---------- Information provided ----------
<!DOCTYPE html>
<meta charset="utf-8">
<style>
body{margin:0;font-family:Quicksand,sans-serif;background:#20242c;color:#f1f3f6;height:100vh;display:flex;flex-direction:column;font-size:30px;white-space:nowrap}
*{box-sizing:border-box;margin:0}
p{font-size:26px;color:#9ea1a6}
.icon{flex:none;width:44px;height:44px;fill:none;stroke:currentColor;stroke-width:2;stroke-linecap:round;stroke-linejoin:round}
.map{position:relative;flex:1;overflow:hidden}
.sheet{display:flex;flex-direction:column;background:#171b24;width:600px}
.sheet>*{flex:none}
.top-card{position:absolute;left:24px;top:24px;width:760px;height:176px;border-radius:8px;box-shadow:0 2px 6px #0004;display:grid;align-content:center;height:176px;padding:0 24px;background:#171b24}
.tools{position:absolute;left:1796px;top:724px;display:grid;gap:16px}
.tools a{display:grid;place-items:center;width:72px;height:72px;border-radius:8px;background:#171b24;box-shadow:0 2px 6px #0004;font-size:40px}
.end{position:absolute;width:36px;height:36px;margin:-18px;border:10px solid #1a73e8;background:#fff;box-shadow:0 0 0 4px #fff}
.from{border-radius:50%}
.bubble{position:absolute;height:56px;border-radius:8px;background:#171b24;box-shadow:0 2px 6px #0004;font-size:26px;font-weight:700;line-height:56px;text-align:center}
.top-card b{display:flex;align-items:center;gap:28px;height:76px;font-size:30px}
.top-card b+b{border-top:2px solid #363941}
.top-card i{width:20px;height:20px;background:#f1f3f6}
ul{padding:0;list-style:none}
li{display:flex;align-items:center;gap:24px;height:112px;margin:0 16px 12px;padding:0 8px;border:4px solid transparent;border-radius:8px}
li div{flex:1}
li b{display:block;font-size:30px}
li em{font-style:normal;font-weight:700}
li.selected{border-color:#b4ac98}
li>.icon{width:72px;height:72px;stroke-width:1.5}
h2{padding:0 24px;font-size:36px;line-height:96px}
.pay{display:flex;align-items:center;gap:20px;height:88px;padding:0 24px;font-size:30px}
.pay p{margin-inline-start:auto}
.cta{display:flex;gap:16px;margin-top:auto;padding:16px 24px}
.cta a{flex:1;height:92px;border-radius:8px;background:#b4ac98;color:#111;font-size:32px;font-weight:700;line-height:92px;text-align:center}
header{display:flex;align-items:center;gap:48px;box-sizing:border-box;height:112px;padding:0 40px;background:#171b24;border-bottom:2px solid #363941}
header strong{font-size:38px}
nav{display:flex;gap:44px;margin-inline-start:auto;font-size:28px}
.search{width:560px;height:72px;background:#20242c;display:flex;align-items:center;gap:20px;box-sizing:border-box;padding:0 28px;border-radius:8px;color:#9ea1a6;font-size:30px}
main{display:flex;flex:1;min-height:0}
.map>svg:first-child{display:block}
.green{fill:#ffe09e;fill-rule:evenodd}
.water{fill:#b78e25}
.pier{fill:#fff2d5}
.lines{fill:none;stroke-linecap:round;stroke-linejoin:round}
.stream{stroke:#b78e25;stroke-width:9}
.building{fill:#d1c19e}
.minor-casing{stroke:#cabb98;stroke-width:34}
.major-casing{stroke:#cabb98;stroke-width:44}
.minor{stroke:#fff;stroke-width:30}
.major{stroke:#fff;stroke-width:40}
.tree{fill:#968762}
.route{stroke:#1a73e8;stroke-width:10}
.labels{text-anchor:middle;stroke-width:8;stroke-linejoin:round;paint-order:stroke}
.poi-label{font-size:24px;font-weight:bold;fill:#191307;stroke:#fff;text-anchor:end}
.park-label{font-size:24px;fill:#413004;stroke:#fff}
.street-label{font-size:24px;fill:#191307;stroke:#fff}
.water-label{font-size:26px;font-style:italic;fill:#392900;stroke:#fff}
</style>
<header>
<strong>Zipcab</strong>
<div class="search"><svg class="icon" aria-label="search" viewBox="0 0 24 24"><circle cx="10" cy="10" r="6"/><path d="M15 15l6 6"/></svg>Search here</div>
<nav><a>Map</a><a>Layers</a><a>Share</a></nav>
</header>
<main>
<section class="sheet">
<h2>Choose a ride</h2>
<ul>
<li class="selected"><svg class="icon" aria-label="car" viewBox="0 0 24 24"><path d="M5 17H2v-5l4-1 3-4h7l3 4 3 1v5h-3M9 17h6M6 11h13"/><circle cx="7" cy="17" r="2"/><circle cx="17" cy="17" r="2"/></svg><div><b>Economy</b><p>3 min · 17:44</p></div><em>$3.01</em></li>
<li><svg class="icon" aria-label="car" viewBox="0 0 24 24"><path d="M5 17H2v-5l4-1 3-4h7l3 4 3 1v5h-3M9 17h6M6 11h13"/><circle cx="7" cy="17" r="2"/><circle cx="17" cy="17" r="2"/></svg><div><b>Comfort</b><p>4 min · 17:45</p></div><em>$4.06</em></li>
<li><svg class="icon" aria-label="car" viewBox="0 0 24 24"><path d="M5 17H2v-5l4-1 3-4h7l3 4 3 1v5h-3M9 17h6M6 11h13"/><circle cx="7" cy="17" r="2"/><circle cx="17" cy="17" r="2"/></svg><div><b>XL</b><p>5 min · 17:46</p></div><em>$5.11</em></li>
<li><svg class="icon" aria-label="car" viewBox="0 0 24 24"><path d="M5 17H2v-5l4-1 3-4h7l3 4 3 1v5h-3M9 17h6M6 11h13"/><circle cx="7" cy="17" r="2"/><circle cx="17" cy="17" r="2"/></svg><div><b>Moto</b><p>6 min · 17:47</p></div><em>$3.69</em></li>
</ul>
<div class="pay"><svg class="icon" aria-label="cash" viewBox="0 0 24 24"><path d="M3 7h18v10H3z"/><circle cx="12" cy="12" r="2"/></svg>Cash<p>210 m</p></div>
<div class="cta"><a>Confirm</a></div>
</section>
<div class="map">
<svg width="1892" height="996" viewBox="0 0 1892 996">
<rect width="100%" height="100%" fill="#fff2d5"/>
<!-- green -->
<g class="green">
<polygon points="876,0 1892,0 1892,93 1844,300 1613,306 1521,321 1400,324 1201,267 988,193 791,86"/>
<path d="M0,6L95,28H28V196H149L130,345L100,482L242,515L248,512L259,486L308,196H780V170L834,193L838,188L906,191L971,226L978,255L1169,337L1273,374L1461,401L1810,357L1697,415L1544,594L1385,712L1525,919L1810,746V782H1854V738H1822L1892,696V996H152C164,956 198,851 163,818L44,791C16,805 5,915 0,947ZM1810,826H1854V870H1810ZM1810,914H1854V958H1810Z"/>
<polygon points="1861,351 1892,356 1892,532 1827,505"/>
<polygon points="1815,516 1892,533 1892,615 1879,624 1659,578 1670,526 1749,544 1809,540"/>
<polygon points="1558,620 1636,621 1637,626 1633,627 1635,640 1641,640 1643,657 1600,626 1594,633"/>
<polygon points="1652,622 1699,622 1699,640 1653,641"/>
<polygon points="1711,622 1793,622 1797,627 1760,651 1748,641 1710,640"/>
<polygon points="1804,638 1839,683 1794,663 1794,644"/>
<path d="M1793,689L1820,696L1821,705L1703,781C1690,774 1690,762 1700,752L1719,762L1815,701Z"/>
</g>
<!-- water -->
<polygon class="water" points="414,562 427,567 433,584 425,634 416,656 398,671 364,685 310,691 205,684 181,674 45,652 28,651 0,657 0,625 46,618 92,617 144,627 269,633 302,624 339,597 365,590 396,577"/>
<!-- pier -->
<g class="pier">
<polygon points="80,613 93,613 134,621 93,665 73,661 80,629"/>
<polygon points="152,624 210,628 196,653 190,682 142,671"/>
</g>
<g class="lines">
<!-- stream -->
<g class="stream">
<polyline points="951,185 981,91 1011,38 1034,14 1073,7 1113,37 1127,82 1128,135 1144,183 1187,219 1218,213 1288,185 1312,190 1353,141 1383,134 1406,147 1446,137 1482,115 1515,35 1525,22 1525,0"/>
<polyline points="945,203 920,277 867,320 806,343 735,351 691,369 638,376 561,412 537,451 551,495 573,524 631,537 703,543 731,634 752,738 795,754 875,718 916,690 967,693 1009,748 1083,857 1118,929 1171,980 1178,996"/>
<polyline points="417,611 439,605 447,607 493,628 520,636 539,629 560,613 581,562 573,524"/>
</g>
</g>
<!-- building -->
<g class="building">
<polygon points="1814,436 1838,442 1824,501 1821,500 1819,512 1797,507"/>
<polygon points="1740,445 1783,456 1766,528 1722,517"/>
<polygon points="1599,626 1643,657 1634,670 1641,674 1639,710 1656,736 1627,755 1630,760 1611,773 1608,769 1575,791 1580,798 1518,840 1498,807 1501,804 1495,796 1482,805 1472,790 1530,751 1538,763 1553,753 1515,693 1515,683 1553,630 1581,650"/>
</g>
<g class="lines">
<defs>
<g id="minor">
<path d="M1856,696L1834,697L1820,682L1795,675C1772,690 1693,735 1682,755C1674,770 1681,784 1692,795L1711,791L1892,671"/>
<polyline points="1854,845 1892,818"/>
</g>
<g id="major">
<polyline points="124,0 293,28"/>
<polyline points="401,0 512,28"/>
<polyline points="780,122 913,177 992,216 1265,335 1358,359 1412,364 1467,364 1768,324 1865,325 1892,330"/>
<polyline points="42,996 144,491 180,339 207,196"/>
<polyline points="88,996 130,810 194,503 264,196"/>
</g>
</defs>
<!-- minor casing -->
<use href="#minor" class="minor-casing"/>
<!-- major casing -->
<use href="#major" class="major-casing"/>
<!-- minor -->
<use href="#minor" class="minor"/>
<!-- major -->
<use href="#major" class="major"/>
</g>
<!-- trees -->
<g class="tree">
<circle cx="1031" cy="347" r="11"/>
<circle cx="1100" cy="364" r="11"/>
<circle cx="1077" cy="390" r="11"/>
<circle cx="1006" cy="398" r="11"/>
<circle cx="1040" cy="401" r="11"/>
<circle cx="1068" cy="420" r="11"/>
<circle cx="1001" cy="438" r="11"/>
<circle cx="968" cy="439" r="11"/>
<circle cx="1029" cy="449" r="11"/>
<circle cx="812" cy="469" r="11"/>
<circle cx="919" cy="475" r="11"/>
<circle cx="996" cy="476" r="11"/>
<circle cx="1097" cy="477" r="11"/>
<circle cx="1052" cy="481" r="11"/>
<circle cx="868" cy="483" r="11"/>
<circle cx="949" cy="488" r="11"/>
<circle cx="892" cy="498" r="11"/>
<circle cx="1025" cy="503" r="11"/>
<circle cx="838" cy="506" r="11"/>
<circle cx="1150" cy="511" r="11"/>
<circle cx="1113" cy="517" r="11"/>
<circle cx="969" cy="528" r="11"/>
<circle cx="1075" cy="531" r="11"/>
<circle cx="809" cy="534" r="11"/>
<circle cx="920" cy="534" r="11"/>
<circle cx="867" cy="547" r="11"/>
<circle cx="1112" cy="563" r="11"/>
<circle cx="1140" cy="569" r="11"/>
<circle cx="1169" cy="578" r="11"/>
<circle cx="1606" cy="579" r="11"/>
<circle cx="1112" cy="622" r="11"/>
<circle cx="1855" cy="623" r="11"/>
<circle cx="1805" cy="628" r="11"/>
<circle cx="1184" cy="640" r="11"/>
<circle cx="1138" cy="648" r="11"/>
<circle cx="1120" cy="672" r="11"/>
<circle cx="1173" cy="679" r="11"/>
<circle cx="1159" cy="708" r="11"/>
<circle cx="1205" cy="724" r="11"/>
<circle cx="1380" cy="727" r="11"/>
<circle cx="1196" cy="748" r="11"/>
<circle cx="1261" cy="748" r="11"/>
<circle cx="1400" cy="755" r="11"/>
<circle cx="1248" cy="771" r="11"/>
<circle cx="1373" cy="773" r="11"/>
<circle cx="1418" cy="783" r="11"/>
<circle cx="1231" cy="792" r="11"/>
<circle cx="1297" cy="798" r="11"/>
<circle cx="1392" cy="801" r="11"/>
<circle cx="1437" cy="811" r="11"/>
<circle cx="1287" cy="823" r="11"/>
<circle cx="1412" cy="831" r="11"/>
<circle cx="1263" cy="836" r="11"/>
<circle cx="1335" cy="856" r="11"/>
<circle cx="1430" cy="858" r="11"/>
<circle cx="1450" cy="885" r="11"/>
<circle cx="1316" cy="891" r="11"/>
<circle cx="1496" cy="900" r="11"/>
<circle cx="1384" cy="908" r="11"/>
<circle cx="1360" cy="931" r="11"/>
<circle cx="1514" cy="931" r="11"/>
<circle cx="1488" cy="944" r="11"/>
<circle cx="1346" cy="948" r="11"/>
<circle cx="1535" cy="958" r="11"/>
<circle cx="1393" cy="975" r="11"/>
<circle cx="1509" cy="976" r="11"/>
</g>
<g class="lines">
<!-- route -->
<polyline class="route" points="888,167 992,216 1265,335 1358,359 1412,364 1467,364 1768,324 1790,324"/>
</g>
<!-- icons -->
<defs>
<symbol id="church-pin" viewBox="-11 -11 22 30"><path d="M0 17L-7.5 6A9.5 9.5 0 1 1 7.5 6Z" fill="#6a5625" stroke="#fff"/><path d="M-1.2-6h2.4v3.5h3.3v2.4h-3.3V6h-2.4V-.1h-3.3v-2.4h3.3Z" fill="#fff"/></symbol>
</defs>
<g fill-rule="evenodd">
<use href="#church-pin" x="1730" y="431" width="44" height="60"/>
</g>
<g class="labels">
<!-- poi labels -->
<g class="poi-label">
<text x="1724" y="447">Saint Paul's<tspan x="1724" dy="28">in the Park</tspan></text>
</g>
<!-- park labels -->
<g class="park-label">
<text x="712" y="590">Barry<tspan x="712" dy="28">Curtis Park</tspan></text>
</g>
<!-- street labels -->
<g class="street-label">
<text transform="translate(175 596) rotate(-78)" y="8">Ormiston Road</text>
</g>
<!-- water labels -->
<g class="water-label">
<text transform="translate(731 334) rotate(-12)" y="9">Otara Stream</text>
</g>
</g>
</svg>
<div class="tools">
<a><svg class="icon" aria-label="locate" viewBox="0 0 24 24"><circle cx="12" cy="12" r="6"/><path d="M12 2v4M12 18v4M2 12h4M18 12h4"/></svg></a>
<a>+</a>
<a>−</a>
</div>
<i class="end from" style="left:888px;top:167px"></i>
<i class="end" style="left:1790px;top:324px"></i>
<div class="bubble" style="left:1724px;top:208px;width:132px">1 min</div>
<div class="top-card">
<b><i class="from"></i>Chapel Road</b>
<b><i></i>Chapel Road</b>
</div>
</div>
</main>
----------
Activity:
Look for the word "linecap" in the listing above, and copy every line where you find it.

Exercise output:
.icon{flex:none;width:44px;height:44px;fill:none;stroke:currentColor;stroke-width:2;stroke-linecap:round;stroke-linejoin:round}
.lines{fill:none;stroke-linecap:round;stroke-linejoin:round}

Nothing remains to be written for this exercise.